A mentally disabled Louisiana man walked free last week after 20 years in prison for a killing his attorneys say he didn't commit. New Orleans reporter Janet McConnaughey learned that his plea agreement blames him for obstructing justice by falsely confessing to the crime.
Corey Williams was a 16-year-old who still sucked his thumb, often wet himself and had been hospitalized for extreme lead poisoning when Shreveport, Louisiana, police brought him in for questioning in 1998 about a shooting that killed a pizza deliveryman.
For hours, he said he was innocent. Finally, Williams told police he did it and wanted to go home and lie down.

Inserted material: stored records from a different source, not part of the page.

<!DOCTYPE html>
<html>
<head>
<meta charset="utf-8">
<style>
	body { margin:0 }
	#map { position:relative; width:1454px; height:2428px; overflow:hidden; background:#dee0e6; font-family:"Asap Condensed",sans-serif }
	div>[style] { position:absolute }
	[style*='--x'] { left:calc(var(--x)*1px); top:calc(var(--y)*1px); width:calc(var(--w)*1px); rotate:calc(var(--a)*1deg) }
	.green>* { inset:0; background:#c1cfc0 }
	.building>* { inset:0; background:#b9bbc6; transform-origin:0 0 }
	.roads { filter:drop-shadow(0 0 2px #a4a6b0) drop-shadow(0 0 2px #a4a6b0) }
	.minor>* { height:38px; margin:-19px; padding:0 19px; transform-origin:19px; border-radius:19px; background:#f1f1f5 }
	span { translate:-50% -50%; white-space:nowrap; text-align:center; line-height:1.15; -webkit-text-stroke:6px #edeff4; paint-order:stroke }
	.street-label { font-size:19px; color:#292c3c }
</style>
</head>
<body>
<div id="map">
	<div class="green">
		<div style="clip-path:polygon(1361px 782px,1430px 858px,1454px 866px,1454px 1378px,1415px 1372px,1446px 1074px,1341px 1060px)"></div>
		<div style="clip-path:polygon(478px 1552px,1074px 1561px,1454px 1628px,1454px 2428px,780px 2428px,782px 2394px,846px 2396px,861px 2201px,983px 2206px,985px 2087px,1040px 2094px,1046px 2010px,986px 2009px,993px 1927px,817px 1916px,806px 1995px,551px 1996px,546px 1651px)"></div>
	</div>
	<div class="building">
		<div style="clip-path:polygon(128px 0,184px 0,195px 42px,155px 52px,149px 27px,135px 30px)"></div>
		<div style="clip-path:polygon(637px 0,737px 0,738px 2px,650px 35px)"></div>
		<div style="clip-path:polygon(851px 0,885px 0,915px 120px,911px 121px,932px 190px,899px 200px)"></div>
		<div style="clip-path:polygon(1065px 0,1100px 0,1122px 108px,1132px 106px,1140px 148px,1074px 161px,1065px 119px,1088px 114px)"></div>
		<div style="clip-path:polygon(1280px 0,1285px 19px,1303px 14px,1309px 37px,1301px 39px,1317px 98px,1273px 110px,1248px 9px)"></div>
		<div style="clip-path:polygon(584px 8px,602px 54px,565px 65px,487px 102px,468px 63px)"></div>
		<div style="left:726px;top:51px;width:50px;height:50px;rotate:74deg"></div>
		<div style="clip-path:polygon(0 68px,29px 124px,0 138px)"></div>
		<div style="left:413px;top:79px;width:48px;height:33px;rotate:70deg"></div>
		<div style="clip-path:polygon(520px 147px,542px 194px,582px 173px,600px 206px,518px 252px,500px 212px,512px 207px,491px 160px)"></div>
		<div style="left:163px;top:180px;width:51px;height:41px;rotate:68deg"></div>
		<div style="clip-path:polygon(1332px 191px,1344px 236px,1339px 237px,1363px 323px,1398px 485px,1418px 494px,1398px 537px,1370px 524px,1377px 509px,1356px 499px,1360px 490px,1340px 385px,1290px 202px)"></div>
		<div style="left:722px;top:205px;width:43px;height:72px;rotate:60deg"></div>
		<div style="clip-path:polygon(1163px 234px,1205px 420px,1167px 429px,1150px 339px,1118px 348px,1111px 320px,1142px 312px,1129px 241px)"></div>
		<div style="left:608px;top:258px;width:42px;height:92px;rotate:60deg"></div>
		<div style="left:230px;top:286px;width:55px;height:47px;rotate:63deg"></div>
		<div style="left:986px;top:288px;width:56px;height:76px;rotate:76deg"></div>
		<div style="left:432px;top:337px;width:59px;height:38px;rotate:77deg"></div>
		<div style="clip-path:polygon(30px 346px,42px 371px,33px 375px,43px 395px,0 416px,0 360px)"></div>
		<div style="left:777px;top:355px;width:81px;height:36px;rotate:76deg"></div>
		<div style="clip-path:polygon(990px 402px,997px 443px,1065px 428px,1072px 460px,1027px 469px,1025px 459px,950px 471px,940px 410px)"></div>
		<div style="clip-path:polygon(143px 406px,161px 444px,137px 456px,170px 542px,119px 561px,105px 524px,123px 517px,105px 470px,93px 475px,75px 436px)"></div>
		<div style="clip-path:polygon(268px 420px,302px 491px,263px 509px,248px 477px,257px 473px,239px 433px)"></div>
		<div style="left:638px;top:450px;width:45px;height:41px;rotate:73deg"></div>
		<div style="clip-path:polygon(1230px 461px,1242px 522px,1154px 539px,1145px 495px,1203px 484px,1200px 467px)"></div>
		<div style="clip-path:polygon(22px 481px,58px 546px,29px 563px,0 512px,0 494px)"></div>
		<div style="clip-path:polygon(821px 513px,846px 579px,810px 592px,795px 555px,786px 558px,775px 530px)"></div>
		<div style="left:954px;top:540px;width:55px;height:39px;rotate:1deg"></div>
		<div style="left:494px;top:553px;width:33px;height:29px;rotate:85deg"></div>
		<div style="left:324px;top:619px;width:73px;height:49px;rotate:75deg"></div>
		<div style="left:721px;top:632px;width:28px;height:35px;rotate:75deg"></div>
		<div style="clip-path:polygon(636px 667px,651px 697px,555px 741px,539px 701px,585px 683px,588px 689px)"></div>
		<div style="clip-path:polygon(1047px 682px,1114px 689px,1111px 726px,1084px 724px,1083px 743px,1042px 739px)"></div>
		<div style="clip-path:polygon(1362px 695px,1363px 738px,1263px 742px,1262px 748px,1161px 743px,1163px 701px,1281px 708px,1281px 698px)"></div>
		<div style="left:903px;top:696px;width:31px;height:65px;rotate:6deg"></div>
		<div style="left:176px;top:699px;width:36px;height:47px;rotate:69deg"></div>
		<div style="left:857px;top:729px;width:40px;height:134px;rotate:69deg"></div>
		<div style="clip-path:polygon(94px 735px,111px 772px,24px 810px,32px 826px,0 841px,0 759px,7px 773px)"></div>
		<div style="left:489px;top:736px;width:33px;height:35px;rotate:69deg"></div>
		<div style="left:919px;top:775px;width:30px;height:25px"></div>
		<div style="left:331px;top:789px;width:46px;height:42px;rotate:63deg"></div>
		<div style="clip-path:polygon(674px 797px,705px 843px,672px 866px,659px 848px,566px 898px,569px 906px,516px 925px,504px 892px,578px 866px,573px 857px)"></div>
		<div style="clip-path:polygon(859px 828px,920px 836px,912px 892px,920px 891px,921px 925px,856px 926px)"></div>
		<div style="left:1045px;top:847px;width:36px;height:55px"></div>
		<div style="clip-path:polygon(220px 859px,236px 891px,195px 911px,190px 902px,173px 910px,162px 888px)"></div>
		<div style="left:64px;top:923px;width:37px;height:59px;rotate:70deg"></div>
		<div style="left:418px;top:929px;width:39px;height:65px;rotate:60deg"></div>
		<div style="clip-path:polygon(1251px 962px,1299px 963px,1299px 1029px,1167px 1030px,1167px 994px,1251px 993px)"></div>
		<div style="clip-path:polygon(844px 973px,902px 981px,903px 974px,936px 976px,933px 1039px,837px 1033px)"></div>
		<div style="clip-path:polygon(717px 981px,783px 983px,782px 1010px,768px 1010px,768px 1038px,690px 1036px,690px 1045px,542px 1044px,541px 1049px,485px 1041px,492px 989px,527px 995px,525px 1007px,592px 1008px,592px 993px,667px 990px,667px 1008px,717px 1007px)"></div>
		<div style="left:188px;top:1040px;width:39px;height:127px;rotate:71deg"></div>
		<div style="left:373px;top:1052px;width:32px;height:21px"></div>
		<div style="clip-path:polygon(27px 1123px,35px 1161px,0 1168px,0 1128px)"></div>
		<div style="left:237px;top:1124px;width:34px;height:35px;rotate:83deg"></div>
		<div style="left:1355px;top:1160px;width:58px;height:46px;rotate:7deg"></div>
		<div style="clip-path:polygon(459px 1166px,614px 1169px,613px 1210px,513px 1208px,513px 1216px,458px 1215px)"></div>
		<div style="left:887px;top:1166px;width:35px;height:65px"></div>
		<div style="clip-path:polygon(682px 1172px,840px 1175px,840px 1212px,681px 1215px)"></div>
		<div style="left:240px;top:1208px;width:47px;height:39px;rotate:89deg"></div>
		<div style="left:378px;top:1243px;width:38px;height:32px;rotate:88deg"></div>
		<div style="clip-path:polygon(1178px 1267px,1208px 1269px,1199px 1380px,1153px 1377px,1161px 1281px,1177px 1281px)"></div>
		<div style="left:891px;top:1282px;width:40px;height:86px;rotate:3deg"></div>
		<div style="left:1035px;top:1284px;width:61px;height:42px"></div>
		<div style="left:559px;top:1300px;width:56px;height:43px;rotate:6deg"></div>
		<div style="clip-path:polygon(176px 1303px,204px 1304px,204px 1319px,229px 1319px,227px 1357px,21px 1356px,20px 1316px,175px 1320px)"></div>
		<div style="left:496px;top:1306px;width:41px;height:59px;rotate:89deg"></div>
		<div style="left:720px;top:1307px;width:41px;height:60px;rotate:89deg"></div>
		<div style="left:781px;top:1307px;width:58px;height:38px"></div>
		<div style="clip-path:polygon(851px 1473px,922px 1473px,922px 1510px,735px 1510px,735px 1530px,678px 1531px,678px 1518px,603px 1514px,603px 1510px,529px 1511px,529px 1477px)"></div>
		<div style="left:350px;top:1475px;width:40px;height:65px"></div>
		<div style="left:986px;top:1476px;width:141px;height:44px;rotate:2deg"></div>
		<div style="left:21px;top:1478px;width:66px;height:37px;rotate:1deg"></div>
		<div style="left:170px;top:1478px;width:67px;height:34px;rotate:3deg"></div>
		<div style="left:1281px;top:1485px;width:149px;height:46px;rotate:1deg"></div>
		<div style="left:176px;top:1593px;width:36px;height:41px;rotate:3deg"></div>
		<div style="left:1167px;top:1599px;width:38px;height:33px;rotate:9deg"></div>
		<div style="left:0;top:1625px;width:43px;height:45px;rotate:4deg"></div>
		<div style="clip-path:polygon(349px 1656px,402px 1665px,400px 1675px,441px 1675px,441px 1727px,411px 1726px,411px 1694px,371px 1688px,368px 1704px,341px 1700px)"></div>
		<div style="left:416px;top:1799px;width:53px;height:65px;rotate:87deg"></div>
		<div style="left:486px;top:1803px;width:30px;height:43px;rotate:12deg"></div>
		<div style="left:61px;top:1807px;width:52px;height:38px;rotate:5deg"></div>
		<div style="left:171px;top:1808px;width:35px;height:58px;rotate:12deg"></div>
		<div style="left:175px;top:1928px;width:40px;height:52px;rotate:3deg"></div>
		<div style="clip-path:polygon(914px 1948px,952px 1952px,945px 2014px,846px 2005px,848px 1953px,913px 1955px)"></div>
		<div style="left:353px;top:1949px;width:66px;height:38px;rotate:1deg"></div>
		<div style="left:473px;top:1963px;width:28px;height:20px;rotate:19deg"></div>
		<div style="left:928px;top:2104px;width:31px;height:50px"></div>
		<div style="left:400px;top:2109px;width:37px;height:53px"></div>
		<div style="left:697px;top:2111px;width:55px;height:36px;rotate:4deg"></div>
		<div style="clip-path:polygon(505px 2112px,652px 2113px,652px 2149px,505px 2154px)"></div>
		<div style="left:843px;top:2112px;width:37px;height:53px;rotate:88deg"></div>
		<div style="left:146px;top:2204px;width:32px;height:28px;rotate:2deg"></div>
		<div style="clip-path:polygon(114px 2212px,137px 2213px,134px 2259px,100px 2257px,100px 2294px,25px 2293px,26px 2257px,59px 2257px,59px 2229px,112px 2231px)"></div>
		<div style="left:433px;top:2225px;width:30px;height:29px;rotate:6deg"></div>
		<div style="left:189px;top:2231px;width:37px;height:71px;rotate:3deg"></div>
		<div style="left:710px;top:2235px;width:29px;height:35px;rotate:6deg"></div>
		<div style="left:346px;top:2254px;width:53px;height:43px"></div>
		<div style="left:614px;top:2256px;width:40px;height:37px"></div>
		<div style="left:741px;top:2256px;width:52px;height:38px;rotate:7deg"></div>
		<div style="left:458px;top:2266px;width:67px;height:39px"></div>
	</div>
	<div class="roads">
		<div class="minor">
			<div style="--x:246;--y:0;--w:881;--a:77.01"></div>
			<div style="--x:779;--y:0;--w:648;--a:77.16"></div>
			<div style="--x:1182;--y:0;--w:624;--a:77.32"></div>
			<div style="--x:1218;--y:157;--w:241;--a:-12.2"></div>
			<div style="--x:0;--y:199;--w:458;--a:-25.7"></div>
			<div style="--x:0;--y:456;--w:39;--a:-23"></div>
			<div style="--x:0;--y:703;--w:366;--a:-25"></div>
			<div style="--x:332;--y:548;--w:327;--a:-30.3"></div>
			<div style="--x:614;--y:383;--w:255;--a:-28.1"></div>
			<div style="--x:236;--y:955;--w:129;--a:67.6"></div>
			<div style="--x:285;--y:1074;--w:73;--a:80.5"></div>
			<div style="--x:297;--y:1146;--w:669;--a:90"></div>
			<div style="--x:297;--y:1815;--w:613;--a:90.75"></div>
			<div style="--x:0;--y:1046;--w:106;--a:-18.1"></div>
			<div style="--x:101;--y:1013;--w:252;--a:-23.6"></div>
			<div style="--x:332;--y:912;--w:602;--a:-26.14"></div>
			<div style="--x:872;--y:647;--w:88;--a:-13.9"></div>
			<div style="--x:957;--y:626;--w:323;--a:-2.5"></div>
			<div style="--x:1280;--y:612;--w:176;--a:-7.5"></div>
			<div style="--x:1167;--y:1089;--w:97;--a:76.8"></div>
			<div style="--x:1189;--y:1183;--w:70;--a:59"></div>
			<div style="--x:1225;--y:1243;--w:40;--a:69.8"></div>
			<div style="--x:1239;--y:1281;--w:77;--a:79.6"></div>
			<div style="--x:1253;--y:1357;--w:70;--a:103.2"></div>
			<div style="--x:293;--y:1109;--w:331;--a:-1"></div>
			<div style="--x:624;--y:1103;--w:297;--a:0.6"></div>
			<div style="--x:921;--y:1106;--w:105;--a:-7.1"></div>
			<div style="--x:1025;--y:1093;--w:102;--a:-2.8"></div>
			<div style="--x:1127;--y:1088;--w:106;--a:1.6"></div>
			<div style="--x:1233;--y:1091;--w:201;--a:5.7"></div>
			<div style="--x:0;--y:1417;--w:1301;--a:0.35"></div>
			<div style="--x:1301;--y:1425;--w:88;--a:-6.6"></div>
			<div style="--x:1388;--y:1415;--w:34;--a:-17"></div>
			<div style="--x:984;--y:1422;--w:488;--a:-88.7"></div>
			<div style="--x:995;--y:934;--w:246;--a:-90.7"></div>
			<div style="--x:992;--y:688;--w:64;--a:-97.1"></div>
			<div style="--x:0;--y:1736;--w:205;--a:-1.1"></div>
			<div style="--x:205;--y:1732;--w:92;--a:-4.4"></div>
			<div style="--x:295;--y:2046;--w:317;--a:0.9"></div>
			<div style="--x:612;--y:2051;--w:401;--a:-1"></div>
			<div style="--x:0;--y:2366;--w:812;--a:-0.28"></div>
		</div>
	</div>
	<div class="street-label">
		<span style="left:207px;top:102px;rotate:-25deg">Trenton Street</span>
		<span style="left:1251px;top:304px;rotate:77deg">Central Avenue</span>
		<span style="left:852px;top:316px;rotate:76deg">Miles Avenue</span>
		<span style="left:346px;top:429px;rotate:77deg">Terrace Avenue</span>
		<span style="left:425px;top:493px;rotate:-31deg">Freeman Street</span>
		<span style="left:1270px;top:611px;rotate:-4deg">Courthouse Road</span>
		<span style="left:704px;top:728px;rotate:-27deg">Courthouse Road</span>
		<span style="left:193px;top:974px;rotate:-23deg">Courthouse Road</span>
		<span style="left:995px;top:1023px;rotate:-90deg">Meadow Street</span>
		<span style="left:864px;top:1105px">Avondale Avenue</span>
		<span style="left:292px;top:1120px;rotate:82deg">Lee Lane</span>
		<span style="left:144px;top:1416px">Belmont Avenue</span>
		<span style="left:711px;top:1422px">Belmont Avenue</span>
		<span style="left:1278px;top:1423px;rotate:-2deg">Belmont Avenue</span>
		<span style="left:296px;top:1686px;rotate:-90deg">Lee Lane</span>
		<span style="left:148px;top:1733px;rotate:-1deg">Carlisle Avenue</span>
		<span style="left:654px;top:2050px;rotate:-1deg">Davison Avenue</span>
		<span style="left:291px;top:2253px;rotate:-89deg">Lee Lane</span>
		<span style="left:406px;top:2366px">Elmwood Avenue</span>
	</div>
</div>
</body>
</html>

Two decades later, with doubts swirling around his murder conviction and the case submitted to the U.S. Supreme Court for review, Williams accepted a plea agreement, pleading guilty to manslaughter and obstructing justice. That short-circuited a potentially lengthy Supreme Court review. Williams’ murder conviction was vacated and he was sentenced to 20 years for manslaughter, receiving credit for time served. But the district attorney's office said he also received a suspended seven-year sentence for obstructing justice, putting Williams on supervised probation for three years.
South Regional Desk editor Mike Warren asked what the obstruction charge was about. Could it be the confession? Neither Williams’ lawyers nor prosecutors had said.
McConnaughey asked the Caddo Parish District Attorney’s Office for documentation outlining the factual basis of the plea deal. There it was: Williams said he’d obstructed justice by removing evidence from the crime scene and by providing “a false inculpatory statement to police." Williams’ signature was in inch-high printing, with big circles over the i’s.
McConnaughey’s story received strong use by AP customers, including The Washington Post, which had written two previous pieces about the case with multiple bylines but used AP’s story about the plea deal instead.
For pursuing the underlying details and shining a light on a deal that set Williams free – but only after putting the blame on himself for a false confession – McConnaughey wins this week’s Best of the State award.